[Start of Attachment]

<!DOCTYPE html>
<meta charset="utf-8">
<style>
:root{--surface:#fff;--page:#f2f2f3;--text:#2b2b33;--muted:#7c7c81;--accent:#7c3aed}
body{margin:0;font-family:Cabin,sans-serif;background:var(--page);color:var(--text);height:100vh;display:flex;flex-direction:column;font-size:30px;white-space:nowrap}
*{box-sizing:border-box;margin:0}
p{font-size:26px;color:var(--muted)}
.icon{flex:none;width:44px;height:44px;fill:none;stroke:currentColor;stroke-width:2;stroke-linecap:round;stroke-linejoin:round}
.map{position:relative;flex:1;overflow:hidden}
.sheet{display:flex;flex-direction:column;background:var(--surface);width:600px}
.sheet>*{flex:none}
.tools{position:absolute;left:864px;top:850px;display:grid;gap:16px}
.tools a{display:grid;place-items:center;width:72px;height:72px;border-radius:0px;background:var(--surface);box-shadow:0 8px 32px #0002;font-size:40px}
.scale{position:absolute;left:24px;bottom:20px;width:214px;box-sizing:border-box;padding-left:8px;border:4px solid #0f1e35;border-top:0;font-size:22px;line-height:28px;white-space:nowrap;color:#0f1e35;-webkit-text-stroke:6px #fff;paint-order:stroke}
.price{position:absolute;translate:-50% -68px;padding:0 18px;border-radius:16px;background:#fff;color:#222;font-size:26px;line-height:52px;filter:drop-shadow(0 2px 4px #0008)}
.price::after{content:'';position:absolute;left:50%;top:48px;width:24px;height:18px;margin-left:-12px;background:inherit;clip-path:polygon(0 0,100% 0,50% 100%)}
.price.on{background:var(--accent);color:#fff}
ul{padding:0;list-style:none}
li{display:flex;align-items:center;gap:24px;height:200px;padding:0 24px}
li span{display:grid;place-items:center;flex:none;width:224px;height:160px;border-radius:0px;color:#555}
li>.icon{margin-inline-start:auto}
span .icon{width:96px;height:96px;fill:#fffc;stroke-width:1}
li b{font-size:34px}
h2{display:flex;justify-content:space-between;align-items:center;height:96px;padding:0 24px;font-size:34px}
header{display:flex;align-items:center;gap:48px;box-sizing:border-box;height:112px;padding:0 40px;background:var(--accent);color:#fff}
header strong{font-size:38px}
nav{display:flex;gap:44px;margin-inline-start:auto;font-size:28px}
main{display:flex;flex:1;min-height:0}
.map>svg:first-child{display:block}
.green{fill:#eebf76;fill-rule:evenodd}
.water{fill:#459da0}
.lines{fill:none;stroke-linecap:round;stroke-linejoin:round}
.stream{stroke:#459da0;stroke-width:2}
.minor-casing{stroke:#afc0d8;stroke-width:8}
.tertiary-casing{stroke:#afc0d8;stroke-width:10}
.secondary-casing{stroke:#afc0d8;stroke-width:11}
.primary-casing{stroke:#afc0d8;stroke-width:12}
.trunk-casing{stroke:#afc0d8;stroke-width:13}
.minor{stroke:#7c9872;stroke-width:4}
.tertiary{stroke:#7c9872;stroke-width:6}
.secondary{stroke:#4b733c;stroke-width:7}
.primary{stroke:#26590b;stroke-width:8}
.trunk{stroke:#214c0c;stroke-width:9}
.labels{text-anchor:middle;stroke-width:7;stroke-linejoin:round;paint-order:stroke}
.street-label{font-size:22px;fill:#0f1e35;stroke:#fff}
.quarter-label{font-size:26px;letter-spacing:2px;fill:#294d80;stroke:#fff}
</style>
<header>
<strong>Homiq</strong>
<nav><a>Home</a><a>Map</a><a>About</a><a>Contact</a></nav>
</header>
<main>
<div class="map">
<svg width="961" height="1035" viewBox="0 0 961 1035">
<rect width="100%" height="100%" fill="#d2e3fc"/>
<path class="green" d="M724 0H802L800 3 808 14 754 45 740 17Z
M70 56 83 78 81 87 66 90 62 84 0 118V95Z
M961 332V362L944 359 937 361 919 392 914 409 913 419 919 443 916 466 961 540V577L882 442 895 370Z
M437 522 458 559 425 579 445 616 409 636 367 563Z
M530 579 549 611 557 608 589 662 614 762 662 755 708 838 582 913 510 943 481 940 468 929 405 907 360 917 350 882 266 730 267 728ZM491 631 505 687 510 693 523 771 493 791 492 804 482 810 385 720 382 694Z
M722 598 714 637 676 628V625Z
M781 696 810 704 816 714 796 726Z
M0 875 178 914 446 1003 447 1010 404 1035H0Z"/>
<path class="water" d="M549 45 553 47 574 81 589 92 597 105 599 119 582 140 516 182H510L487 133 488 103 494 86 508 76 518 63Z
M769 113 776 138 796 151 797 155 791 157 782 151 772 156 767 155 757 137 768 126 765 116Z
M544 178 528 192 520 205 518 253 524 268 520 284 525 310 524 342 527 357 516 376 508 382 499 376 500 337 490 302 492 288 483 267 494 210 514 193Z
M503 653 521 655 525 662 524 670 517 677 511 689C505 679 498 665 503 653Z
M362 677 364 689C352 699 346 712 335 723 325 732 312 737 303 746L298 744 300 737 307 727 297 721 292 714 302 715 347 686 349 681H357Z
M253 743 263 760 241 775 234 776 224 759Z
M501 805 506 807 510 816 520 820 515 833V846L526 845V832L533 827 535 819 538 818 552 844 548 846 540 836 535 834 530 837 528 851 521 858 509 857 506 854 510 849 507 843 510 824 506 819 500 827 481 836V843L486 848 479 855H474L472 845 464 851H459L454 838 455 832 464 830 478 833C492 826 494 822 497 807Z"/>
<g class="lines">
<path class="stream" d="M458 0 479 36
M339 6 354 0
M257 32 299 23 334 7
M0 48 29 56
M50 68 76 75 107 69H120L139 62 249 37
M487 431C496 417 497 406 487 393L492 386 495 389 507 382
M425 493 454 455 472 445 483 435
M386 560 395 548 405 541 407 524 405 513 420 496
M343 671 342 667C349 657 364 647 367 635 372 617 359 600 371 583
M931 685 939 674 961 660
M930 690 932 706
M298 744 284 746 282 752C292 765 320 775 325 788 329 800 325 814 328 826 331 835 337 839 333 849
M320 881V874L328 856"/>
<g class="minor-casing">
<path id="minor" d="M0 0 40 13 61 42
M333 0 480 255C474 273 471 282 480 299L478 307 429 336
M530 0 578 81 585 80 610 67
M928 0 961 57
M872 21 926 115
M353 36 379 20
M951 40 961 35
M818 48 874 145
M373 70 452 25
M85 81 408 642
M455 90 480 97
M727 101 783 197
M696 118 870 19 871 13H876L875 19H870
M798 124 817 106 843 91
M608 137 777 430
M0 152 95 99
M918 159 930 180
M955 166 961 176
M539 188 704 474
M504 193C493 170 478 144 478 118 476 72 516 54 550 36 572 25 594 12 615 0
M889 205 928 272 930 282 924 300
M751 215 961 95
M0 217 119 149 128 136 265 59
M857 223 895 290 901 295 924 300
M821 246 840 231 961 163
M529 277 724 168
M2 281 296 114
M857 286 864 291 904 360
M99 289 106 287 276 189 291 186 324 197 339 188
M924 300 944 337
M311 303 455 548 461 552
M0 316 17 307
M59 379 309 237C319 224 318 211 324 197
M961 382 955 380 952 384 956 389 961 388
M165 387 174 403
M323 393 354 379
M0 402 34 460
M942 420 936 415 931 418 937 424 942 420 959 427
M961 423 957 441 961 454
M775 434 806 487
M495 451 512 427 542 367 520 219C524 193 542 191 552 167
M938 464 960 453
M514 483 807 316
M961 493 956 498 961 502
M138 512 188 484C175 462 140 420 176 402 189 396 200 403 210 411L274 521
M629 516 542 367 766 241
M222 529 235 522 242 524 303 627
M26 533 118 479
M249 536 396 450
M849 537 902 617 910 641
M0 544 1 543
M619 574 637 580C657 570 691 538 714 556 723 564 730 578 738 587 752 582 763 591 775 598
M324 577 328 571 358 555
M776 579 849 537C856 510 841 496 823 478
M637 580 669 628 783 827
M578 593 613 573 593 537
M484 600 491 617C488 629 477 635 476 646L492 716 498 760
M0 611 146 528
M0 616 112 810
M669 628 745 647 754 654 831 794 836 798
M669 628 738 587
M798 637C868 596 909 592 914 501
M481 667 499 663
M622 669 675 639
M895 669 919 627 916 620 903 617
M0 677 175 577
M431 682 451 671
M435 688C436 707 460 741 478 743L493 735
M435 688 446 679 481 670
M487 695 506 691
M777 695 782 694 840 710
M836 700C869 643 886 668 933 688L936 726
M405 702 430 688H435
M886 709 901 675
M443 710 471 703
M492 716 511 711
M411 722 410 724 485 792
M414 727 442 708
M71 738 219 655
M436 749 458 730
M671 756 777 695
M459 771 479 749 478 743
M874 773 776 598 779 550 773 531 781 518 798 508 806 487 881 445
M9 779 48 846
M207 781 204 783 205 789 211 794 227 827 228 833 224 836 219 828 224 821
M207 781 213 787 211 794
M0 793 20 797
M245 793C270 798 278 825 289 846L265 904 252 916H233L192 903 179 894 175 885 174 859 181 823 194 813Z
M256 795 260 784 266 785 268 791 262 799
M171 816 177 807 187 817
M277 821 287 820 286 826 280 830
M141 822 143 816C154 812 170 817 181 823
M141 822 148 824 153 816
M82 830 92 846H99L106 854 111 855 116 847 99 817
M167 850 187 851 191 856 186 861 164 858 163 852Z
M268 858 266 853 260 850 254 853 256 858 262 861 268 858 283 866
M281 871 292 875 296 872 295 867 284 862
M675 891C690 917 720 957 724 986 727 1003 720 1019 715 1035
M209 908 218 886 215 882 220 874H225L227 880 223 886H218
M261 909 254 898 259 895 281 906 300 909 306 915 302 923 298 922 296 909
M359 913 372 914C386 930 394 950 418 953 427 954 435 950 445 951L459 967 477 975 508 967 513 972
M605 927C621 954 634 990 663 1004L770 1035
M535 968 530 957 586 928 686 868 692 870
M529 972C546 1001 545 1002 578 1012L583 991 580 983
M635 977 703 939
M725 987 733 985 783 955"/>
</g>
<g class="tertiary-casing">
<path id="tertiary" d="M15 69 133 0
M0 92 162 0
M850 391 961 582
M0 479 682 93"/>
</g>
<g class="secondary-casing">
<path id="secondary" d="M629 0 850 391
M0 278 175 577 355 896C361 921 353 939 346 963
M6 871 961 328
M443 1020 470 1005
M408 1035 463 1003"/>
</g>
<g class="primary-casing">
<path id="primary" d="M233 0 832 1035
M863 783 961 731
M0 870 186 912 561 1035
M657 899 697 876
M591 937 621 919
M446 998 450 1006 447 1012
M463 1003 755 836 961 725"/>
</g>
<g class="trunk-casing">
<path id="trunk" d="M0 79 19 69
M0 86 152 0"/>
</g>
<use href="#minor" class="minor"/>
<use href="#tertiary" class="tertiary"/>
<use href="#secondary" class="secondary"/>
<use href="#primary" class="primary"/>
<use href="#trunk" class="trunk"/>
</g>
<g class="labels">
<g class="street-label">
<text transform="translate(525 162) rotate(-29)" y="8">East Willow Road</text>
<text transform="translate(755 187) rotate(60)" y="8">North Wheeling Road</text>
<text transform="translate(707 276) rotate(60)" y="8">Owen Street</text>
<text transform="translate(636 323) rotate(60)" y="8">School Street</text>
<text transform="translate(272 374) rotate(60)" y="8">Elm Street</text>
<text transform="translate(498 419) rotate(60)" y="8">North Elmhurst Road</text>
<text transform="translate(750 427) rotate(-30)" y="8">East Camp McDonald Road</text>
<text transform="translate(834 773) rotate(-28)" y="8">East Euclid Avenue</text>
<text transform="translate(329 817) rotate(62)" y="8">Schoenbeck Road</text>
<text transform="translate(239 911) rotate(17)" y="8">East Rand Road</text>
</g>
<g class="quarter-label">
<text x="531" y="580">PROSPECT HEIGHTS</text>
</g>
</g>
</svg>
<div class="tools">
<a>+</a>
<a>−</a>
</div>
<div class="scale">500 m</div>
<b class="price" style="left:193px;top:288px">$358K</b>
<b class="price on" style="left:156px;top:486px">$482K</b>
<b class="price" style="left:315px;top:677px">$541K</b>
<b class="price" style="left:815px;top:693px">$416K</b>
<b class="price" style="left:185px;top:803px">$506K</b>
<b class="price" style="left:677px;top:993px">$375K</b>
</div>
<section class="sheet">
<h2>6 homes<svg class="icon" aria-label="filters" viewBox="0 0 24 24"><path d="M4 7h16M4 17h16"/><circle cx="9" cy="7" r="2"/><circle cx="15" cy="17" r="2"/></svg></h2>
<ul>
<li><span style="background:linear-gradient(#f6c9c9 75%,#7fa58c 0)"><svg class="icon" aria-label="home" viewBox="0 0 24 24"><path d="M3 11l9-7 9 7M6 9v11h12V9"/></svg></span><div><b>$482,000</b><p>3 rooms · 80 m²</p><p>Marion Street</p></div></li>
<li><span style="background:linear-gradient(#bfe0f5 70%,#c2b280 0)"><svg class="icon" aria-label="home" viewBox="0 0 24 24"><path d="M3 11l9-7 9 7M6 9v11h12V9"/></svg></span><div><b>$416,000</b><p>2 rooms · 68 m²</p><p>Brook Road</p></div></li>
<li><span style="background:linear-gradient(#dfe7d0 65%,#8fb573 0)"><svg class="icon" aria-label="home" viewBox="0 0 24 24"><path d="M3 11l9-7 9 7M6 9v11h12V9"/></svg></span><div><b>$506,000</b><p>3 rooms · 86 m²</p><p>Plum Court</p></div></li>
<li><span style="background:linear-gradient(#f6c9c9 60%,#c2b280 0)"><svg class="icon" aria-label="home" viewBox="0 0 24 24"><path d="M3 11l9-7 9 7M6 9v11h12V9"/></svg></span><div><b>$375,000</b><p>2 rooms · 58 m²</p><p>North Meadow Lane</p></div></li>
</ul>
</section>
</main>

[End of Attachment]

> [Instructions to follow]: Search each line of the data above for "linecap", and copy the lines where it occurs.

> [Solution]:
.icon{flex:none;width:44px;height:44px;fill:none;stroke:currentColor;stroke-width:2;stroke-linecap:round;stroke-linejoin:round}
.lines{fill:none;stroke-linecap:round;stroke-linejoin:round}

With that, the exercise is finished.